Out of this thin gruel, Hayes attempted to make a meal in the Standard's pages this week. He lifted as many bullet points from the report as he could that, out of context, seemed to bolster his theory. He then went about attacking reporters who accurately wrote that the study found no direct connection between Saddam and Al Qaeda. Hayes tacitly promised his readers that history will ultimately vindicate him, writing that "as much as we have learned from this impressive collection of documents, it is only a fraction of what we will know in 10, 20 or 50 years." And he expressed puzzlement that an administration with an obvious credibility problem had not "done anything to promote the study."

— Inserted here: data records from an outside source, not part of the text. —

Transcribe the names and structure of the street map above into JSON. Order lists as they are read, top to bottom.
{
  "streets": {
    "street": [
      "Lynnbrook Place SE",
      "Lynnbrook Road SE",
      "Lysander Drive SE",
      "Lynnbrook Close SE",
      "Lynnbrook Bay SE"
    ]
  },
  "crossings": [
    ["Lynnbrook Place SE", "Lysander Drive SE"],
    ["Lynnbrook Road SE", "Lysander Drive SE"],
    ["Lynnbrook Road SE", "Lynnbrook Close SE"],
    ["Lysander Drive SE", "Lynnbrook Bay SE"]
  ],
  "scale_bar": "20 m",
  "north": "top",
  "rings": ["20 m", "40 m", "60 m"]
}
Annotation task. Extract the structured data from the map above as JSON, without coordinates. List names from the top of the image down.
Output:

Hayes's boss, New York Times columnist Bill Kristol, criticized the administration's silence in an editorial, lamenting that "most Americans will assume there was no real Saddam-terror connection." The phraseology is telling. Not even Kristol, a supreme propagandist, could bring himself to write of a "real Saddam-Al Qaeda connection", preferring the sleight-of-hand approach to discussing Saddam's ties to undifferentiated "terror" groups.

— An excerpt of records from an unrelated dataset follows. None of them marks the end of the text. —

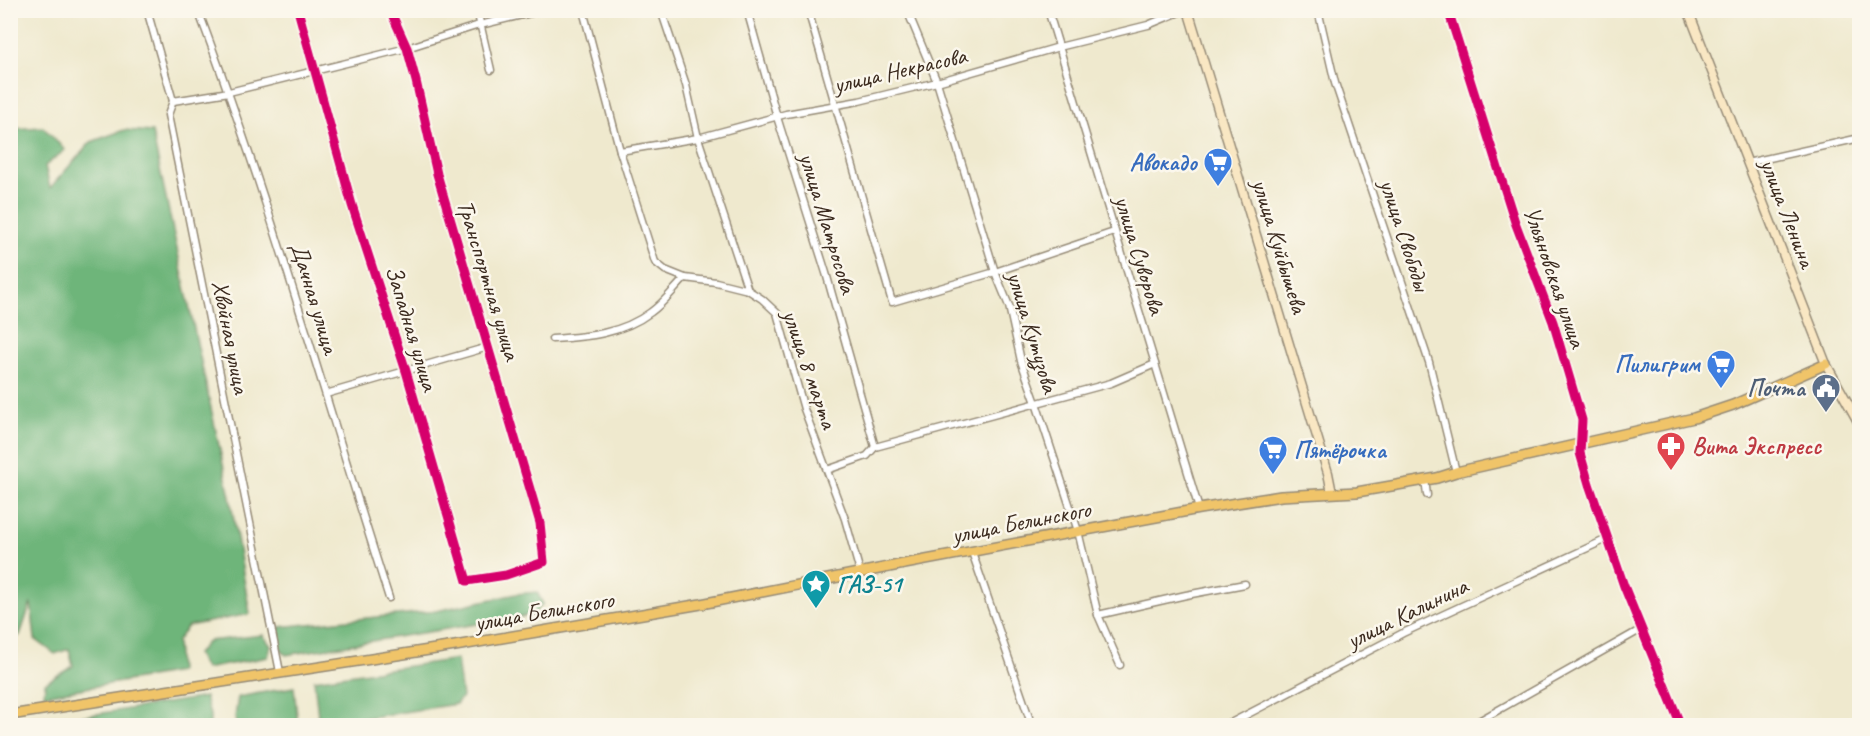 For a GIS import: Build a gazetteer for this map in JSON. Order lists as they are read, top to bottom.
{
  "streets": {
    "main road": ["улица Ленина", "улица Куйбышева", "улица Белинского"],
    "street": [
      "улица Некрасова",
      "улица Матросова",
      "улица Свободы",
      "улица Суворова",
      "Ульяновская улица",
      "Транспортная улица",
      "Дачная улица",
      "Западная улица",
      "улица Кутузова",
      "Хвойная улица",
      "улица 8 марта",
      "улица Калинина"
    ]
  },
  "crossings": [
    ["улица Некрасова", "улица Матросова"],
    ["улица Некрасова", "улица Куйбышева"],
    ["улица Некрасова", "улица Суворова"],
    ["улица Некрасова", "улица Кутузова"],
    ["улица Ленина", "улица Белинского"],
    ["улица Свободы", "улица Белинского"],
    ["улица Куйбышева", "улица Белинского"],
    ["улица Суворова", "улица Белинского"],
    ["Ульяновская улица", "улица Белинского"],
    ["Ульяновская улица", "улица Калинина"],
    ["Транспортная улица", "Западная улица"],
    ["улица Кутузова", "улица Белинского"],
    ["Хвойная улица", "улица Белинского"],
    ["улица 8 марта", "улица Белинского"]
  ],
  "places": {
    "supermarket": ["Авокадо", "Пилигрим", "Пятёрочка"],
    "public building": ["Почта"],
    "pharmacy": ["Вита Экспресс"],
    "place": ["ГАЗ-51"]
  }
}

At the risk of belaboring the point, it should be obvious that if Saddam Hussein was as important to Al Qaeda as Hayes has erroneously and deliberately written for years, then Al Qaeda should be reeling years after the destruction of his regime. Instead, according to a mid-2007 warning from the National Counterterrorism Center, Al Qaeda is "Better Positioned to Strike the West." Never once has Hayes, in all the thousands of words he has written on the "connection", reckoned with this basic strategic problem. In essence, he asks every U.S. soldier and Marine in Iraq to be the last man to die for a debater's point.

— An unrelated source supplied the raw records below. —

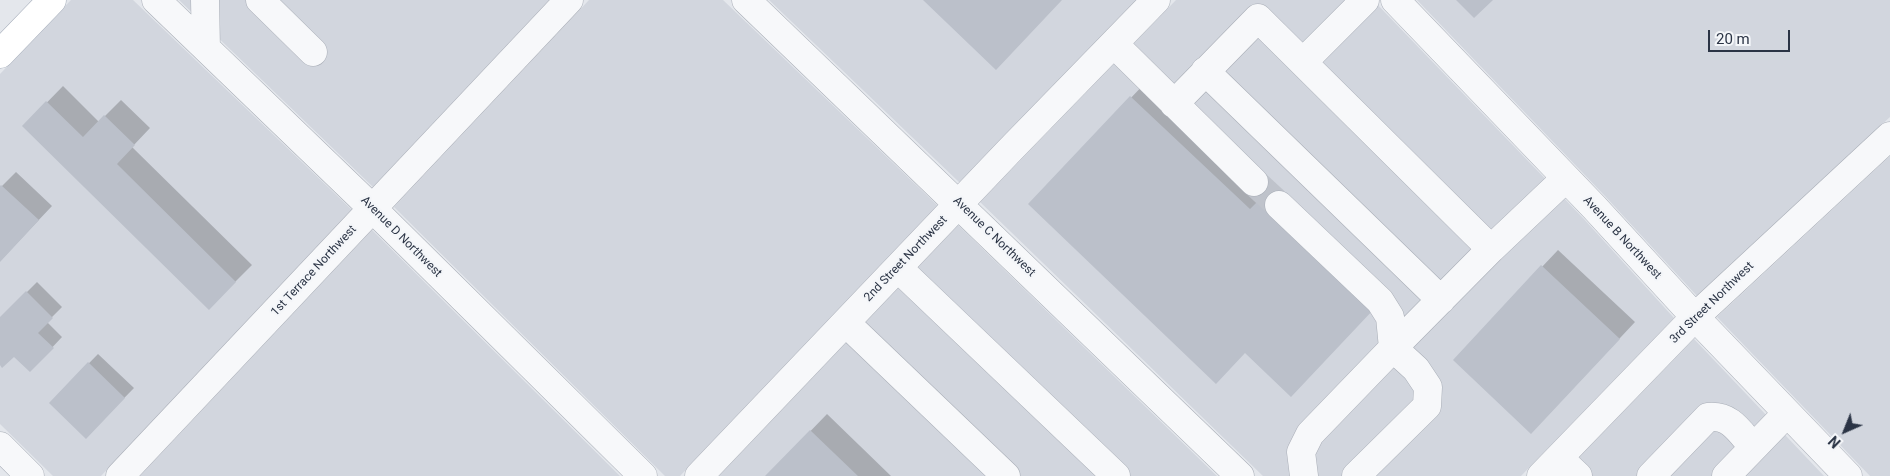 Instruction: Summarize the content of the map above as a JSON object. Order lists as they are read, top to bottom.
{
  "streets": {
    "street": [
      "Avenue D Northwest",
      "Avenue C Northwest",
      "Avenue B Northwest",
      "2nd Street Northwest",
      "1st Terrace Northwest",
      "3rd Street Northwest"
    ]
  },
  "crossings": [
    ["Avenue D Northwest", "1st Terrace Northwest"],
    ["Avenue C Northwest", "2nd Street Northwest"],
    ["Avenue B Northwest", "3rd Street Northwest"]
  ],
  "scale_bar": "20 m",
  "north": "bottom left"
}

Goldberg's approach has been rather different. He has simply kept quiet about what he did. In his March 2002 piece, he credulously recycled the claims of "Kurdish intelligence officials" that a Kurdish terror group called Ansar al-Islam was "shielding Al Qaeda members, and... doing so with the approval of Saddam's agents." (In a parody of a concession to reality, he caveated the claim by saying "they have no proof that Ansar al-Islam was ever involved in international terrorism or that Saddam's agents" were involved in the attacks on the World Trade Center and the Pentagon.") Never once did he indicate to his readers -- The New Yorker has a circulation of more than a million -- that the Kurds, sworn enemies of Saddam Hussein, had an obvious motive to peddle lies to American reporters.
A subsequent piece baselessly asserted that "the relationship between bin Laden and Saddam's regime was brokered in the early nineteen-nineties by the then de-facto leader of Sudan, the pan-Islamist radical Hassan al-Tourabi." Needless to say, not a single investigation into Iraq or Al Qaeda has ever substantiated what Goldberg wrote.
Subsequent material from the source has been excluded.